═════ RECORDS FOR THE EXERCISE ═════
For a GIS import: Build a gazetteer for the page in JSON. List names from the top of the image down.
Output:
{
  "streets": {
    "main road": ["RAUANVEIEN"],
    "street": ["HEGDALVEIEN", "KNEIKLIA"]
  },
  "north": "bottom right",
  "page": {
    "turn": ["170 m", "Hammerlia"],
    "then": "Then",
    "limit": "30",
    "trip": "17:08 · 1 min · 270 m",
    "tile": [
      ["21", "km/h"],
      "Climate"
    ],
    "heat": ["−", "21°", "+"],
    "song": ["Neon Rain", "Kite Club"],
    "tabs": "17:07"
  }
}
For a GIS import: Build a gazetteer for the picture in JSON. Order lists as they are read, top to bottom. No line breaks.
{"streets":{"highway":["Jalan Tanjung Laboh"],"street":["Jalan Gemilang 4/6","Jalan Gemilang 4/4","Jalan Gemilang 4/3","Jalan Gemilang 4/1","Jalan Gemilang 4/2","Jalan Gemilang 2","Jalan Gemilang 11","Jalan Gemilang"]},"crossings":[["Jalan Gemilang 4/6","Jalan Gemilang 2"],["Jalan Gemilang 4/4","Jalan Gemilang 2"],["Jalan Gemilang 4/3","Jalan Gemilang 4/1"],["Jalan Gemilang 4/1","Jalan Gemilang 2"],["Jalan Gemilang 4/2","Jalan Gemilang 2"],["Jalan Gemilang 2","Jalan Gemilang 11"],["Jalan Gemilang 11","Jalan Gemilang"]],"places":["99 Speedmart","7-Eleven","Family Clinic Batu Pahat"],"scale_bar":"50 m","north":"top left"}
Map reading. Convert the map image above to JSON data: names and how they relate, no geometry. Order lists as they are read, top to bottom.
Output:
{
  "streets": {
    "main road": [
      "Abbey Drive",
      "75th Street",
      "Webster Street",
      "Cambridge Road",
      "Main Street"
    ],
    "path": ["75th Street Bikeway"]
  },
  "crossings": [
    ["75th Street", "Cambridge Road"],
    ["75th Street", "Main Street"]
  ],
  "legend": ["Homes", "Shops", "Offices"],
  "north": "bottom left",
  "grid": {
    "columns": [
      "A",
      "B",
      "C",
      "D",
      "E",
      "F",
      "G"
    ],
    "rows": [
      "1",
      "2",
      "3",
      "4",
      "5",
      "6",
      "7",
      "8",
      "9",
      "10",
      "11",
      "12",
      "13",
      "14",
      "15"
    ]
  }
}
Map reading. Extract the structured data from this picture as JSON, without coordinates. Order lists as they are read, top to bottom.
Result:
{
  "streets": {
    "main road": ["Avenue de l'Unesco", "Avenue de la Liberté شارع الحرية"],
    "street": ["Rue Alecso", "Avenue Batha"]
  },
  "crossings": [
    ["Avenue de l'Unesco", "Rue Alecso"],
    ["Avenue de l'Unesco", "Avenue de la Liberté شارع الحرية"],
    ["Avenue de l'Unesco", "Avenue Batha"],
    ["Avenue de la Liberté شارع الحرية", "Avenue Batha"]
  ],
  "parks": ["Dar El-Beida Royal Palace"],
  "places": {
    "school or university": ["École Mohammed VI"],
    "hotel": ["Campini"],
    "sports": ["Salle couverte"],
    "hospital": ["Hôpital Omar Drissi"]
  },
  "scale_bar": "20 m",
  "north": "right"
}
═════
= EXERCISE DETAILS =
An exact copy of the lines from the one holding "Map reading. Extract" through the end of the data is the whole answer.

= YOUR SOLUTION =
Map reading. Extract the structured data from this picture as JSON, without coordinates. Order lists as they are read, top to bottom.
Result:
{
  "streets": {
    "main road": ["Avenue de l'Unesco", "Avenue de la Liberté شارع الحرية"],
    "street": ["Rue Alecso", "Avenue Batha"]
  },
  "crossings": [
    ["Avenue de l'Unesco", "Rue Alecso"],
    ["Avenue de l'Unesco", "Avenue de la Liberté شارع الحرية"],
    ["Avenue de l'Unesco", "Avenue Batha"],
    ["Avenue de la Liberté شارع الحرية", "Avenue Batha"]
  ],
  "parks": ["Dar El-Beida Royal Palace"],
  "places": {
    "school or university": ["École Mohammed VI"],
    "hotel": ["Campini"],
    "sports": ["Salle couverte"],
    "hospital": ["Hôpital Omar Drissi"]
  },
  "scale_bar": "20 m",
  "north": "right"
}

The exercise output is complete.